At the show here, Philips was showing off uWand, a remote control pointing technology the company will license to TV operators.
The uWand system uses an infrared camera to determine the direction a user is pointing, like the Nintendo Wii controller, general manager Navin Natoewal said. That makes controlling the cursor on the screen more natural than a gyroscope-based pointing device, he said — and I have to agree, after a brief test of uWand.
The uWand components add about $5 to the cost of the remote, according to Natoewal. That would result in more than double the price MSOs are typically willing to spend on a remote.
But that additional cost is paid back quickly because the pointing capabilities increase VOD and game buy rates, according to a consumer survey conducted by Philips: Video-on-demand and interactive games consumption among uWand users increased 17% and 20% respectively, compared with those using traditional TV remotes.
Meanwhile, Universal Electronics Inc. (UEI) this week announced that Cox Communications has selected UEI to supply its next-generation universal remote control.

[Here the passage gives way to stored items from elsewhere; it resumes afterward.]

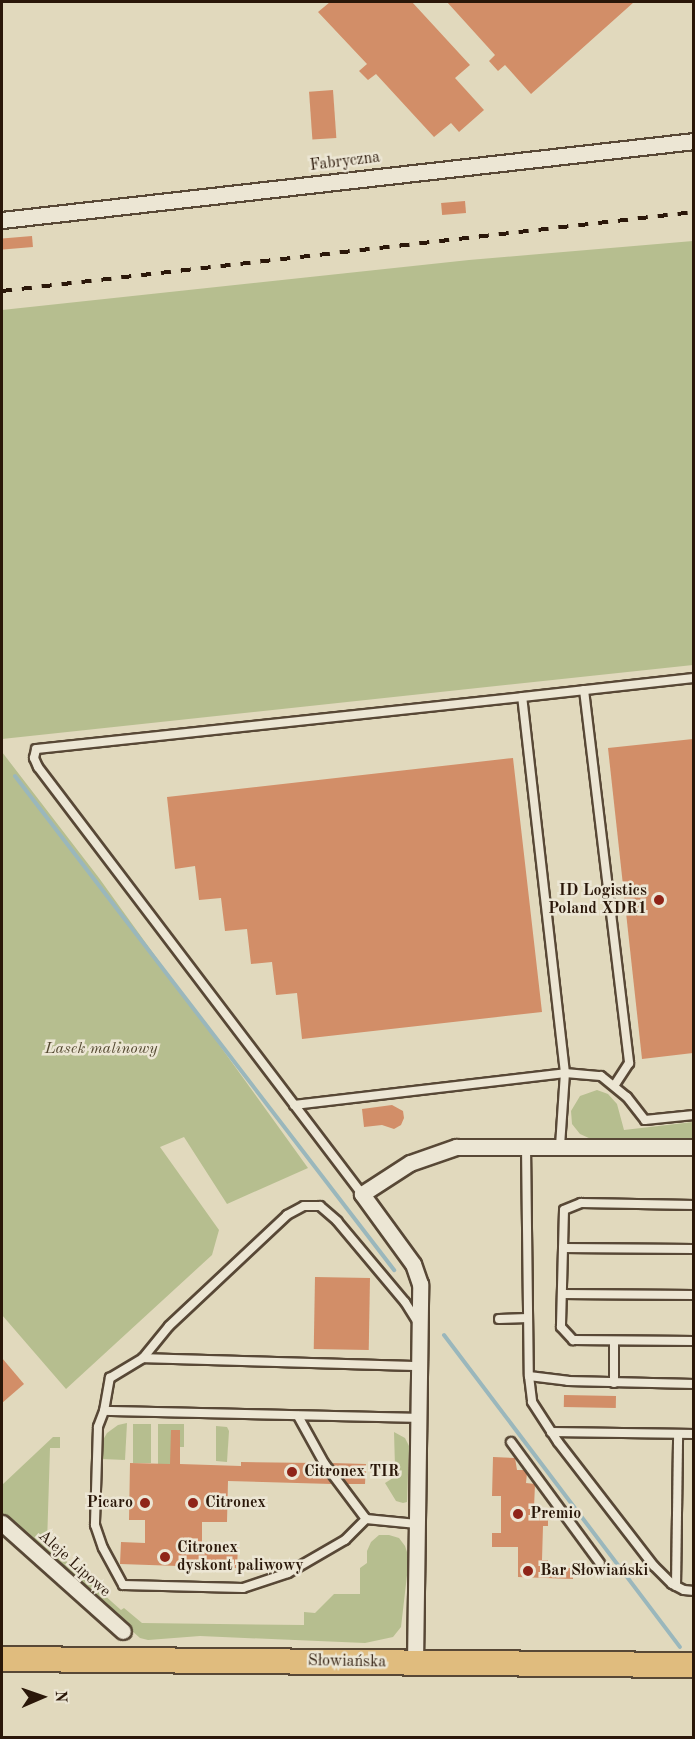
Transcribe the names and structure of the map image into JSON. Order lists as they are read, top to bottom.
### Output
{
  "streets": {
    "main road": ["Słowiańska"],
    "street": ["Fabryczna", "Aleje Lipowe"]
  },
  "parks": ["Lasek malinowy"],
  "places": [
    "ID Logistics Poland XDR1",
    "Citronex TIR",
    "Picaro",
    "Citronex",
    "Premio",
    "Citronex dyskont paliwowy",
    "Bar Słowiański"
  ],
  "north": "right"
}
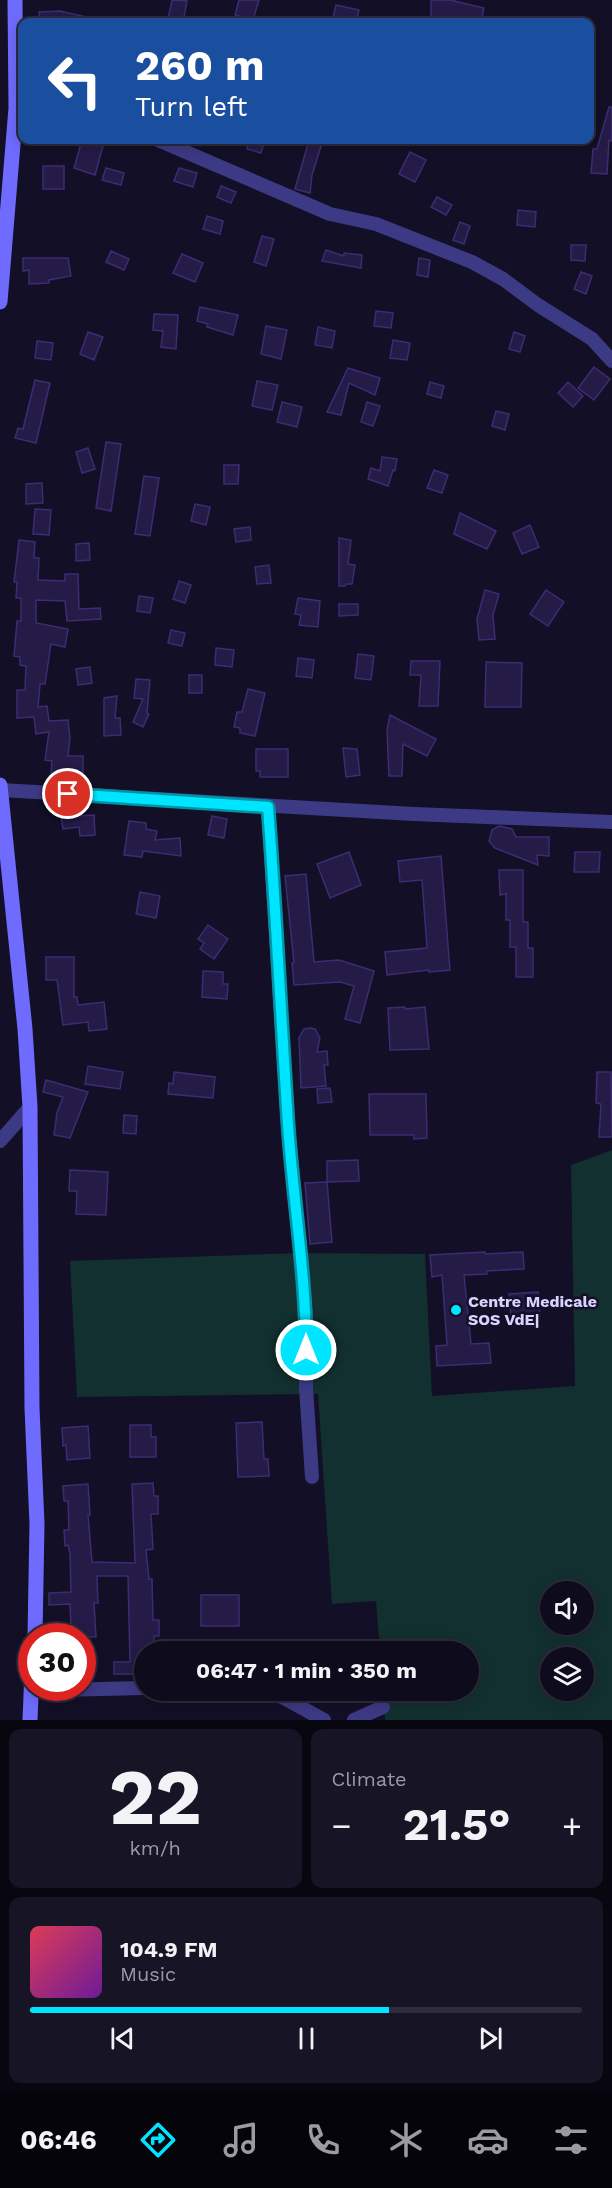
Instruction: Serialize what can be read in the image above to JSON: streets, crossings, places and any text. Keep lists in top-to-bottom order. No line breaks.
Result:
{"places":["Centre Medicale SOS VdE|"],"page":{"turn":["260 m","Turn left"],"limit":"30","trip":"06:47 · 1 min · 350 m","tile":[["22","km/h"],"Climate"],"heat":["−","21.5°","+"],"song":["104.9 FM","Music"],"tabs":"06:46"}}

The customized remote control includes many new features tailored for Cox’s Trio HD interactive program guide, such as a “user” button that provides one-click access to the Triopersonalized profiles.
In addition, UEI announced a new remote, “Champ” (pictured at right), whose key features include a simplified layout with fewer keys and an easier universal TV setup.
UEI said the Champ was developed based on usability research conducted for the company by Dr. Robert Youmans, professor of psychology at California State University at Northridge. (Side note: Could I apply for a doctorate in TV?)
For example, the Champ has contoured keys that are supposed to make it comfortable to hold and use. It’s expected to begin shipping late summer 2011.